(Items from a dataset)
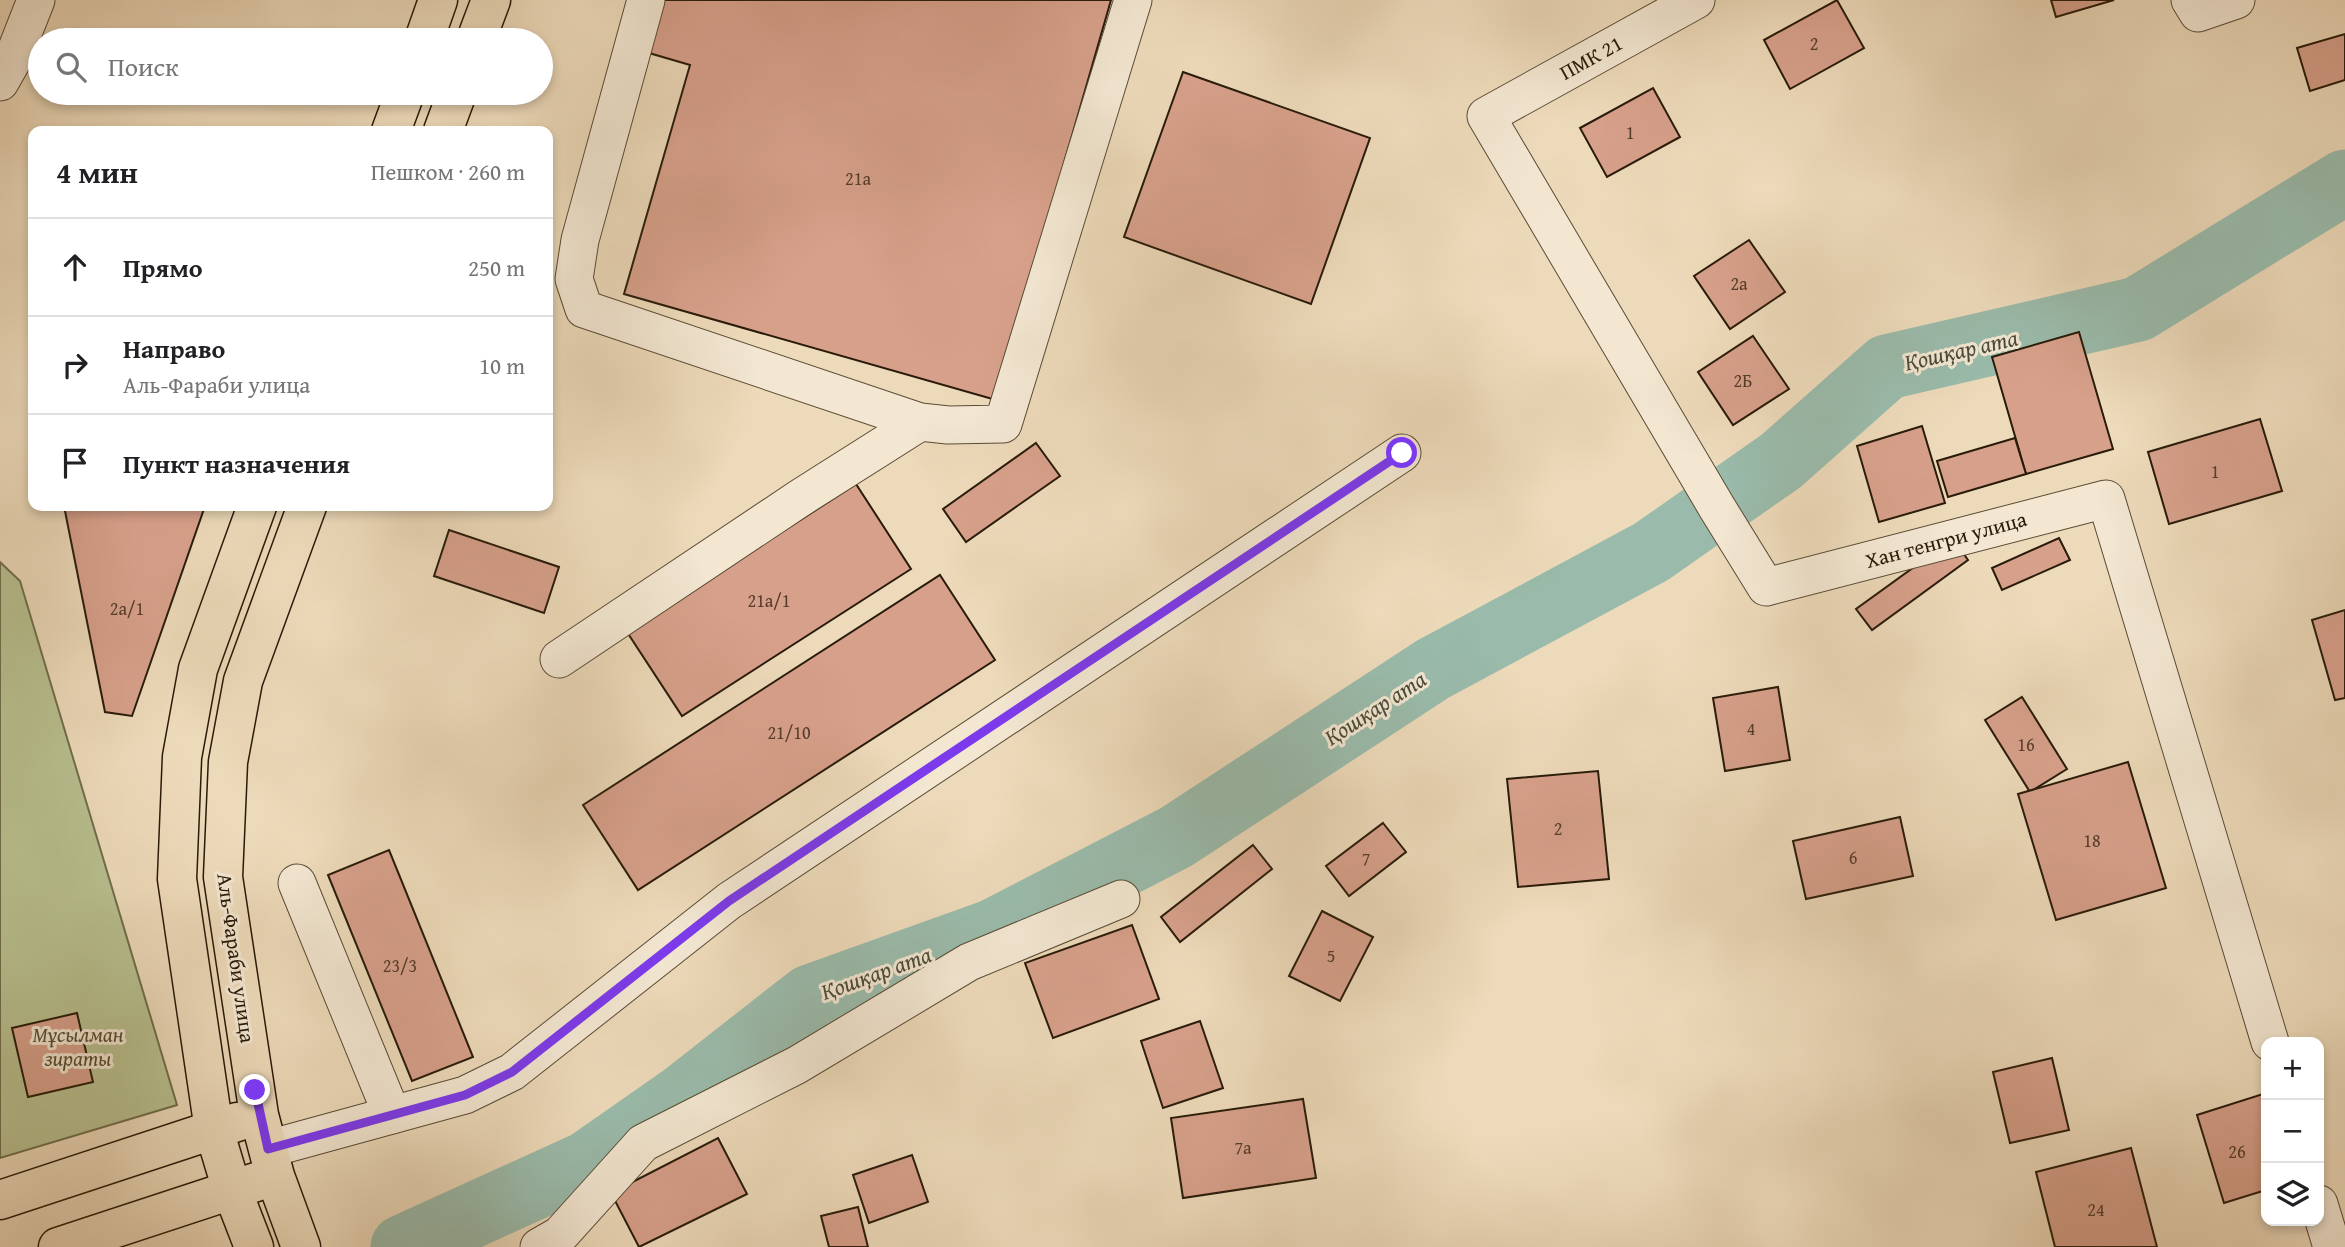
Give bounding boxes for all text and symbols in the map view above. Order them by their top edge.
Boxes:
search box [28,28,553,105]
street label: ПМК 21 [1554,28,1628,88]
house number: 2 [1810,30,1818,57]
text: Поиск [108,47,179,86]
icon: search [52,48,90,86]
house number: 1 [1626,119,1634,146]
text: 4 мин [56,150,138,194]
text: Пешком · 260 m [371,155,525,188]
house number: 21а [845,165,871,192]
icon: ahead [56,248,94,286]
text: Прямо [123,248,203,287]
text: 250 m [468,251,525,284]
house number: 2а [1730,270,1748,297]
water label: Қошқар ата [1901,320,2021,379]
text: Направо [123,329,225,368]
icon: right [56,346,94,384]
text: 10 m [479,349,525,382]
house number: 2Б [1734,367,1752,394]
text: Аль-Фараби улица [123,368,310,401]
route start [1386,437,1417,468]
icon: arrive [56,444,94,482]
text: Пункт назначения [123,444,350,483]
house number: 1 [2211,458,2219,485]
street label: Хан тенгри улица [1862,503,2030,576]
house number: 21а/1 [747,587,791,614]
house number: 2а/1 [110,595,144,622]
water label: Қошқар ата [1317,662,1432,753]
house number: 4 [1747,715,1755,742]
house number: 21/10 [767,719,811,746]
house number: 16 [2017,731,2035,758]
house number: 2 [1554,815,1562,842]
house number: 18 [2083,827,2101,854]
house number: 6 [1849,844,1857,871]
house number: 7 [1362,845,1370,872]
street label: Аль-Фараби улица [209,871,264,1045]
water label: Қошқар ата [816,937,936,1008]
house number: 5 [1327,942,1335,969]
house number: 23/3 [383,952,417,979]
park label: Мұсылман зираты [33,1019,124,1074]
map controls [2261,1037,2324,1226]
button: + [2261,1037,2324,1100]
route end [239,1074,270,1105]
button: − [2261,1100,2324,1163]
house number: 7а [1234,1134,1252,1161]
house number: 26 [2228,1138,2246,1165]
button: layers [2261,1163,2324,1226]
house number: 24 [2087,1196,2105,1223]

---

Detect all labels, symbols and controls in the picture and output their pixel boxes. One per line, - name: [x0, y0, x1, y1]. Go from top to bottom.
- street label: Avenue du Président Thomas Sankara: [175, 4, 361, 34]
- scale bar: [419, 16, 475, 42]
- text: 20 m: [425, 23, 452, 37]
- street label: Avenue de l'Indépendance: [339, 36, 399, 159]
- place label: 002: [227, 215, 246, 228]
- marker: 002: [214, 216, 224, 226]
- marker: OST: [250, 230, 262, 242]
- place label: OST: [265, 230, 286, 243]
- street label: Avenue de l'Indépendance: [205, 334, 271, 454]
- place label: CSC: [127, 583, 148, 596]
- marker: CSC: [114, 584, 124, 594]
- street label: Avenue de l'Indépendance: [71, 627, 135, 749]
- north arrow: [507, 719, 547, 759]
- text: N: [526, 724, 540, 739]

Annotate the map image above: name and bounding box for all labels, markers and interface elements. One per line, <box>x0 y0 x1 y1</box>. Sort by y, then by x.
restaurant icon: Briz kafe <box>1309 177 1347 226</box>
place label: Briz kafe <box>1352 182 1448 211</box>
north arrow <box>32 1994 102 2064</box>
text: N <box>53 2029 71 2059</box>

--

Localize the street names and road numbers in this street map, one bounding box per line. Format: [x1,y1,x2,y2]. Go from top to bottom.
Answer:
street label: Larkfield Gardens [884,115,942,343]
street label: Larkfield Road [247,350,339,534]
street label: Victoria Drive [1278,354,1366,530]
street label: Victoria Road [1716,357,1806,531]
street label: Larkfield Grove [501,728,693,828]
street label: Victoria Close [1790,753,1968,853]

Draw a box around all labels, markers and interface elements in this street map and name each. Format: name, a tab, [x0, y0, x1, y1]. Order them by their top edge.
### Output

* WORK TO COMPLETE: Provide only the count of lines within the entries above that include the string "this".

* THE COMPLETED TASK: 2